The continuously increasing data volumes in wireless networks and ever higher connection requirements in terms of latency and stability mean that new technical solutions are needed. New antenna technologies such as MIMO or beamforming are an important building block of such solutions.
The problem is a familiar one to every Internet user: the more devices are connected to the Wi-Fi, the slower the data transfer becomes. This is due to the fact that routers are only able to communicate with one device at a time.
If several devices are connected to the WLAN simultaneously, each participant must first wait their turn for data to be transferred. If the volume of transferred data increases on top of this, for instance due to multimedia content like 3D videos or augmented-reality applications, wireless systems can only satisfy the needs of demanding users with the help of smart antennas.
Such smart antennas comprise multiple transmitting and receiving antennas, in addition to the associated signal-processing capability. They make it possible to transfer data at ever higher rates and thus represent one of the key technologies for current and future wireless communication systems alike.
What is MIMO?
As soon as obstacles obstruct this connection, the signals are scattered and dissipated. This causes the connection to become disrupted or even break down entirely. However, visual contact is extremely hard to establish for most wireless applications. MIMO, on the other hand, utilises the scattering of the signals and achieves a better system capacity and better data throughput rates with the various routes that the signals take, in addition to their staggered arrival at the end device. MIMO has been well known for some time already due to its use in WLAN networks and is explicitly defined in high-speed WLAN standard IEEE802.11ac.
The multi-user (MU)-MIMO introduced with IEEE802.11ac Wave 2 makes it possible for a Wi-Fi router to communicate with multiple devices simultaneously. With MU-MIMO, entire departments in a company can simultaneously hold video conferences, download large e-mail attachments and media content, align large files on local file servers or cloud storage services, or stream presentations – all without lagging or buffering.
MIMO technology is also used in mobile-communication networks, where it was introduced with LTE. While LTE usually combines a maximum of eight antenna elements, the future 5G standard will require considerably more power: in the case of the millimetre waves used here, several hundred antennas are frequently used in one transmitting or receiving station.
This optimised multi-antenna technology – called “Massive MIMO” – increases the capacity of the mobile-phone network several times over. Nonetheless, Massive MIMO requires one additional technology in order to exploit the benefits of millimetre waves’ large bandwidth:
Less interference thanks to wireless signals
Signals are emitted evenly in all directions from conventional antennas.

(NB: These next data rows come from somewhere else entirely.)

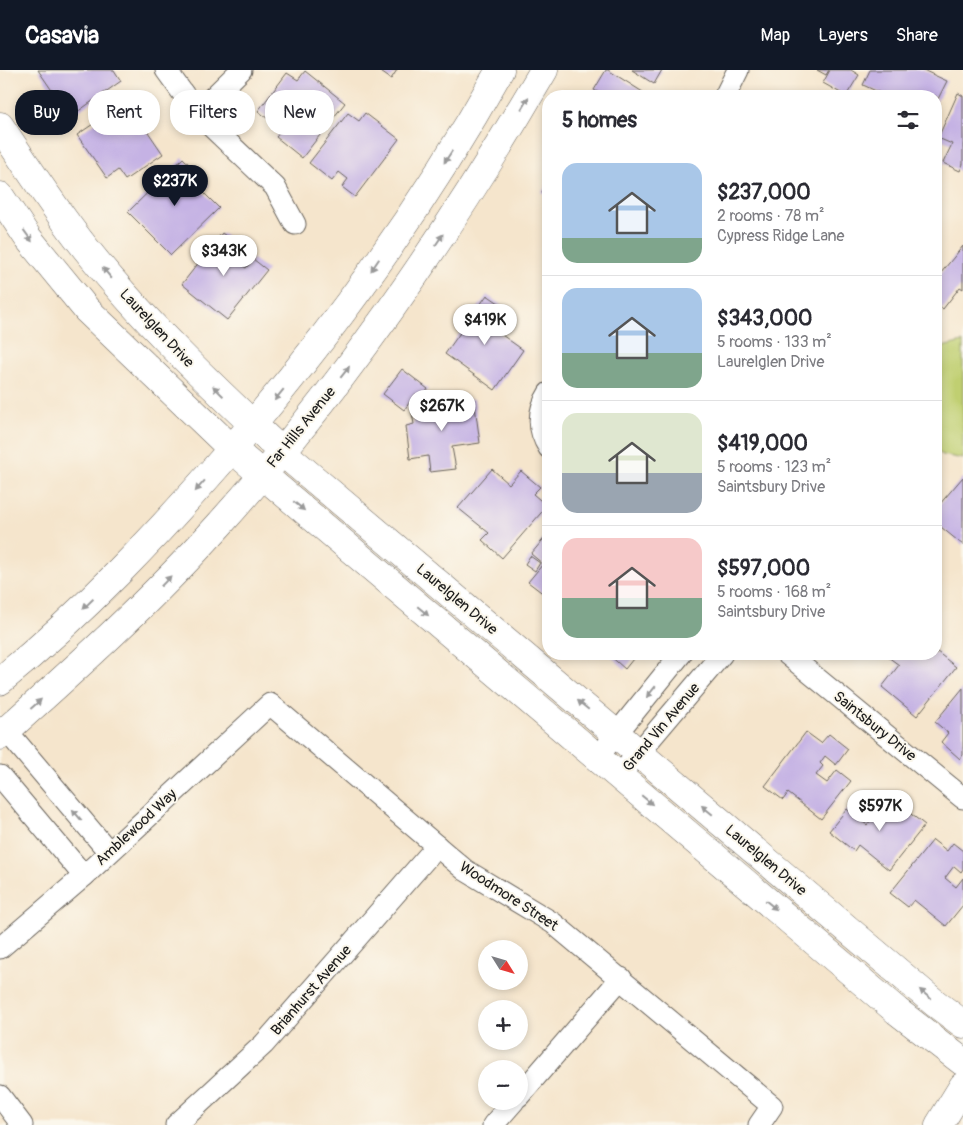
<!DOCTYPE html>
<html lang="en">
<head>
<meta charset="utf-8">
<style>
  :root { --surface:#fff; --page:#f7f7f7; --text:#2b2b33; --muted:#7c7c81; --line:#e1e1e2; --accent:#111827 }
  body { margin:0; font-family:Pangolin,sans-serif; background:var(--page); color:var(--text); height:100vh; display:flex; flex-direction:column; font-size:19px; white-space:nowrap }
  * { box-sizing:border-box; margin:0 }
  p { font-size:16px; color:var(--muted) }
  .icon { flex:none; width:28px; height:28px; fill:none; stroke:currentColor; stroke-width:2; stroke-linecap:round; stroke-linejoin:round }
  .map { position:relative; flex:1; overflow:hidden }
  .panel { position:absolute; left:542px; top:20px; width:400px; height:570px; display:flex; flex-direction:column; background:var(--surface); border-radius:20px; box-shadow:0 2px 8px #0003 }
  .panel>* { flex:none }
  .hud { position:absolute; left:15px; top:20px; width:452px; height:45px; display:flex; gap:10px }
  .needle { width:32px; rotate:127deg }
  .controls { position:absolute; left:478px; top:870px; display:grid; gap:10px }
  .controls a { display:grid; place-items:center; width:50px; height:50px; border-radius:50%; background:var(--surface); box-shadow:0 2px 8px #0003; font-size:25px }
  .price { position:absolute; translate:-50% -42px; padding:0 11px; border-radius:18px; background:#fff; color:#222; font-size:16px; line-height:32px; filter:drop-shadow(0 1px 2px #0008) }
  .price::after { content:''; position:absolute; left:50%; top:30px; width:15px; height:11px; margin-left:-8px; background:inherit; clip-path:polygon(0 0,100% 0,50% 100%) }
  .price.on { background:var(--accent); color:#fff }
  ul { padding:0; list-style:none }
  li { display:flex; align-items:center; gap:15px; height:125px; padding:0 20px }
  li+li { border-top:1px solid var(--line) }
  li span { display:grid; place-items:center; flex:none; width:140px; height:100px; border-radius:15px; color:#555 }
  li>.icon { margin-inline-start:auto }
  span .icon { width:60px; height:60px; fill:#fffc; stroke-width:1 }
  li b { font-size:21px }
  h2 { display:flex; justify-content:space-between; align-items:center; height:60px; padding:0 20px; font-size:21px }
  .chip { padding:0 18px; border-radius:20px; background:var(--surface); box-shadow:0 2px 8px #0003; font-size:18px; line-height:45px }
  .chip.on { background:var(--accent); color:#fff }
  header { display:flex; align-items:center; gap:30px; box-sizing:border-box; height:70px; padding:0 25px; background:var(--accent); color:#fff }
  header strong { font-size:24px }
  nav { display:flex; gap:28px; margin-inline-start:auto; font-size:18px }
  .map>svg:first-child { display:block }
  .green { fill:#c0cf71; stroke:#6e7646 }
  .building { fill:#c5b2e4 }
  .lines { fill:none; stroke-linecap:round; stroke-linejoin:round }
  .street-casing { stroke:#68625a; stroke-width:23 }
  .secondary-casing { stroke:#68625a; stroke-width:29 }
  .street { stroke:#fff; stroke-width:21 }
  .secondary { stroke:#fff; stroke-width:28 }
  .oneway { fill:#999 }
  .labels { text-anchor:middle; stroke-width:4; stroke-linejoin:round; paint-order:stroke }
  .street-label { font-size:15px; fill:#1c1c1c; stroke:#fbf7ec }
</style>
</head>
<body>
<header>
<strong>Casavia</strong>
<nav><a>Map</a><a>Layers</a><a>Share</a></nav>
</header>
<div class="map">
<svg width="963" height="1055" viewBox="0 0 963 1055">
  <rect width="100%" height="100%" fill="#fbf7ec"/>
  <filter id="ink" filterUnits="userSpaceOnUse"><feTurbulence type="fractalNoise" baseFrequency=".02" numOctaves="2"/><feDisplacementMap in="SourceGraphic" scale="10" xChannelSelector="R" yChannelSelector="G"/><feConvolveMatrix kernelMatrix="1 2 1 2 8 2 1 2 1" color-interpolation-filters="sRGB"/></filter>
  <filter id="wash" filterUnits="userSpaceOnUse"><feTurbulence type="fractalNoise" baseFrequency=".0096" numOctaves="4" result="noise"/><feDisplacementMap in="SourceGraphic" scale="20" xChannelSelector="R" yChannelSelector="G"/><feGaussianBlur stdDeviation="1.12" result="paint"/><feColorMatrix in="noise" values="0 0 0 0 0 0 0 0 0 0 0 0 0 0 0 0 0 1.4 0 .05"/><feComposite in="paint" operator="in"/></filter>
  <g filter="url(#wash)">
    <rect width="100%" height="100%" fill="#f5e5cc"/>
    <path class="green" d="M963,272V389L943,385L936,381V281L946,276Z"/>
    <g id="blocks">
      <g class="building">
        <path d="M38,0H114L121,11L70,47Z"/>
        <path d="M378,0H397L391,9Z"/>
        <path d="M606,0H608L649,26H600L601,24L594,20Z"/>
        <path d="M632,0H662L654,14Z"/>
        <path d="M817,0H829L826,5Z"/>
        <path d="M830,0H851L859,5L846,26L823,13Z"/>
        <path d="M870,0H923L947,11L936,33V26H887L863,15Z"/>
        <path d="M305,1L345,33L302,88L276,67L282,60L258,41L287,3L298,10Z"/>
        <path d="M958,23L963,26V94L960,101L943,93L952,74L938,68Z"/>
        <path d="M134,26L153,54L146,59L163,84L125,110L118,100L107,108L77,65Z"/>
        <path d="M348,43L359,51L365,43L399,69L355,127L342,117L348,109L339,102L332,111L309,93Z"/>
        <path d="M183,88L209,115L202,121L219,138L171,185L128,142Z"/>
        <path d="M549,112V127L542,122Z"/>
        <path d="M222,163L246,181L237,192L246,198L253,189L267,200L227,250L182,214Z"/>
        <path d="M963,176V219L960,217L943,239L936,234V209Z"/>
        <path d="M487,225L506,238L492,258L523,280L495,320L445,284Z"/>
        <path d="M402,299L428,319L421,329L416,324L404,340L383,324Z"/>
        <path d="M474,329L480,373L452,377L456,399L430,402L428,386L410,389L406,356L414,354L411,338Z"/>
        <path d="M492,399L509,414L521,401L540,417L533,424L547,436L502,488L482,470L489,463L458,438Z"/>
        <path d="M963,407V475L936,453V433L939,435Z"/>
        <path d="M547,465L549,467V528L528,512L543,494L531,484Z"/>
        <path d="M530,486L540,493L535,501L525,494Z"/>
        <path d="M936,581L956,597L917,646L882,617L899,595L884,584H936Z"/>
        <path d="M608,584H637L625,599Z"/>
        <path d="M963,618V685L960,689L941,672L948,663L935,652Z"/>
        <path d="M806,662L821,673L829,664L848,679L836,695L825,686L820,693L823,696L816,705L827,713L837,700L851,711L821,749L788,723L783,730L765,716Z"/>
        <path d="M889,727L925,755L889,800L858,775L854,781L829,761L847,739L867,755Z"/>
        <path d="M933,770L947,781L953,773L963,781V799L961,802L954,796L945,808L956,817L963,808V835L946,856L914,830L908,837L890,823Z"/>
      </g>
    </g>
  </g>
  <g filter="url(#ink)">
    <use href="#blocks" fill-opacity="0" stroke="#68625a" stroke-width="1"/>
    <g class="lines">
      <defs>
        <g id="street">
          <path d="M166,0L197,43L275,117L295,154"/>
          <path d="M725,26L738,0"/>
          <path d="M197,43L241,0"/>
          <path d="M549,323C537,342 537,359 549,378"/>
          <path d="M787,584L963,728"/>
          <path d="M6,660L109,782"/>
          <path d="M597,688L681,584"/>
          <path d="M0,706L84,806"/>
          <path d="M619,706L722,584"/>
          <path d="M0,878L84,806L270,634L465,800L553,853L772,1036L759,1055"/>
          <path d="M0,1026L22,1055"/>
          <path d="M519,1026L621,908"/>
          <path d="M176,1055L264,974L437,776"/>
          <path d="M493,1055L514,1031"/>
        </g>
        <g id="secondary">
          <path d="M0,56C28,98 55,140 87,180C145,253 213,317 281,381L935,933L963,954"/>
          <path d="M0,126L28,168L87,240L232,379L897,941L963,992"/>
          <path d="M0,611C85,542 159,463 231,380C332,263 424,136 500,0"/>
          <path d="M0,666C75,599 151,531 219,455C344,316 450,162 544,0"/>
          <path d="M939,1055L963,1016"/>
        </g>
      </defs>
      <use href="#street" class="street-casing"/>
      <use href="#secondary" class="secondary-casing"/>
      <use href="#street" class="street"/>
      <use href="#secondary" class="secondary"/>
    </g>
    <defs><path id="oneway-solid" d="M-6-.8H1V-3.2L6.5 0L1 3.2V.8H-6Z" transform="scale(1.25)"/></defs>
    <g class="oneway">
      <use href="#oneway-solid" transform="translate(525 33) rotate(-60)"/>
      <use href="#oneway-solid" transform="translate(448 87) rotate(123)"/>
      <use href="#oneway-solid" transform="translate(28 166) rotate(54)"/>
      <use href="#oneway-solid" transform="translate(439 170) rotate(-56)"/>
      <use href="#oneway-solid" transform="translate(375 195) rotate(124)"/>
      <use href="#oneway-solid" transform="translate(107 203) rotate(-130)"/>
      <use href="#oneway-solid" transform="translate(345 302) rotate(-52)"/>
      <use href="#oneway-solid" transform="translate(218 321) rotate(-136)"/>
      <use href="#oneway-solid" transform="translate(279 325) rotate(129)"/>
      <use href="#oneway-solid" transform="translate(200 416) rotate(131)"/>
      <use href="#oneway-solid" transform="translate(299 436) rotate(40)"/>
      <use href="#oneway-solid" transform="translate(166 511) rotate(-46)"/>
      <use href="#oneway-solid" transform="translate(88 534) rotate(136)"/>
      <use href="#oneway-solid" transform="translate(423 541) rotate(40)"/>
      <use href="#oneway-solid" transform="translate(651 622) rotate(129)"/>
      <use href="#oneway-solid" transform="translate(36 634) rotate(-42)"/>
      <use href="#oneway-solid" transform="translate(583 635) rotate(-140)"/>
      <use href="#oneway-solid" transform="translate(647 730) rotate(40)"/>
      <use href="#oneway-solid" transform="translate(707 740) rotate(-140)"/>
      <use href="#oneway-solid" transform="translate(77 745) rotate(-130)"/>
      <use href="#oneway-solid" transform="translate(771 835) rotate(40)"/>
      <use href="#oneway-solid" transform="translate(925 924) rotate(-140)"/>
    </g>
  </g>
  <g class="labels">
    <g class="street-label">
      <text transform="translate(157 258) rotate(47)" y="5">Laurelglen Drive</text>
      <text transform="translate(301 357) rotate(-51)" y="5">Far Hills Avenue</text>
      <text transform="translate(457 529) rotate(40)" y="5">Laurelglen Drive</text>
      <text transform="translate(875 656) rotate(39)" y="5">Saintsbury Drive</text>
      <text transform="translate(661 657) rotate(-50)" y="5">Grand Vin Avenue</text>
      <text transform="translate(136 757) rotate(-43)" y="5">Amblewood Way</text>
      <text transform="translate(766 790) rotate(40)" y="5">Laurelglen Drive</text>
      <text transform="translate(509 826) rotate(33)" y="5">Woodmore Street</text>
      <text transform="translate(311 920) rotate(-49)" y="5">Brianhurst Avenue</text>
    </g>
  </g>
</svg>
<div class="controls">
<a><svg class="needle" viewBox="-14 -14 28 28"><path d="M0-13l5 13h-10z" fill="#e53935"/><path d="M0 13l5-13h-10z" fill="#7c7c81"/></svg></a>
<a>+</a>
<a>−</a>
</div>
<b class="price on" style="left:175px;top:137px">$237K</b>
<b class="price" style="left:224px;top:207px">$343K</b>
<b class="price" style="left:485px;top:276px">$419K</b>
<b class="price" style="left:442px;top:362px">$267K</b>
<b class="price" style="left:880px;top:762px">$597K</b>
<div class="hud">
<a class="chip on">Buy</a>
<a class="chip">Rent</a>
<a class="chip">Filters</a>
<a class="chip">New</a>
</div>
<section class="panel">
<h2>5 homes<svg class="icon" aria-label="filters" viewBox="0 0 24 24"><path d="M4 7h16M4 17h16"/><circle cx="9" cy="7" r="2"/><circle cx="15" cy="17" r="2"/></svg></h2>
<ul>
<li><span style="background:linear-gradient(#a9c7e8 75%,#7fa58c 0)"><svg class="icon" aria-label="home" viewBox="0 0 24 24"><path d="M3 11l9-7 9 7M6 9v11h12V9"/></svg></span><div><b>$237,000</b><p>2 rooms · 78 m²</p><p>Cypress Ridge Lane</p></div></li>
<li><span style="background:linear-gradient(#a9c7e8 65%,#7fa58c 0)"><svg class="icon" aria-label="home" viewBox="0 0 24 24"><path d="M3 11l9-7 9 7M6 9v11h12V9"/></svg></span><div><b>$343,000</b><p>5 rooms · 133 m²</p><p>Laurelglen Drive</p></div></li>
<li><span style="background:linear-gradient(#dfe7d0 60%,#9aa5b1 0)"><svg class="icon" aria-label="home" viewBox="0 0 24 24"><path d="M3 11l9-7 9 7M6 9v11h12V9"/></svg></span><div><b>$419,000</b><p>5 rooms · 123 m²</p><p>Saintsbury Drive</p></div></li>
<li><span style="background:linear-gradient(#f6c9c9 60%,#7fa58c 0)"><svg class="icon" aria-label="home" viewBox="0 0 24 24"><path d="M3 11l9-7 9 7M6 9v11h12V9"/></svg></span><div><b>$597,000</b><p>5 rooms · 168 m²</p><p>Saintsbury Drive</p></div></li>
</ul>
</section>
</div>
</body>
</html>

If the signals clash with those from other transmitters, interference can occur, and the signal transmission can be seriously disrupted. In combination with beam-forming, the multi-antenna technology of Massive MIMO solves this problem.
By staggering the transmission of the same signal with multiple antennas, the transmitter triangulates the client’s approximate location and directs its transmission accordingly to shape a signal beam – a process referred to as “beamforming”. As a result, a beamforming transmitter can send dedicated signals in different directions to individual receivers. This increases the range, guarantees a more stable connection and higher transmission rates, and also reduces unwanted radio interference.
Reducing power consumption
The MIMO antenna elements require D/A circuits, which convert digital signals into analogue ones so that they can be transmitted by the antenna. However, if digital beamforming is used in the millimetre-wave range, whereby every antenna element features a D/A circuit, multiple high-speed D/A circuits are required. This will result in higher power consumption.
One solution to this problem is so-called “hybrid beamforming”, for which a portion of the signal processing is conducted in the analogue antenna element. Multiple antenna elements can consequently be connected to one single D/A circuit. Power consumption is reduced by doing so because fewer D/A circuits are needed. Using a hybrid beamforming system of this kind results in an economisation in terms of hardware, an improvement in the energy footprint and a reduction of calculation effort.
400 gigabits per second will be transmitted in the future
By implementing these technologies, the future 5G mobile telephony standard promises an enormous power increase in wireless communication, with rates of up to ten gigabits per second. Yet even now, it is already apparent that existing frequency ranges will not be sufficient to cater to the growing demand for stable wireless communication in the future. This is exactly why researchers are already working on the mobile communication standard which will succeed 5G.
The goal is to facilitate a network connection that breaks into a terahertz frequency range; one so stable that it can transport data wirelessly at speeds as high as 400 gigabits per second.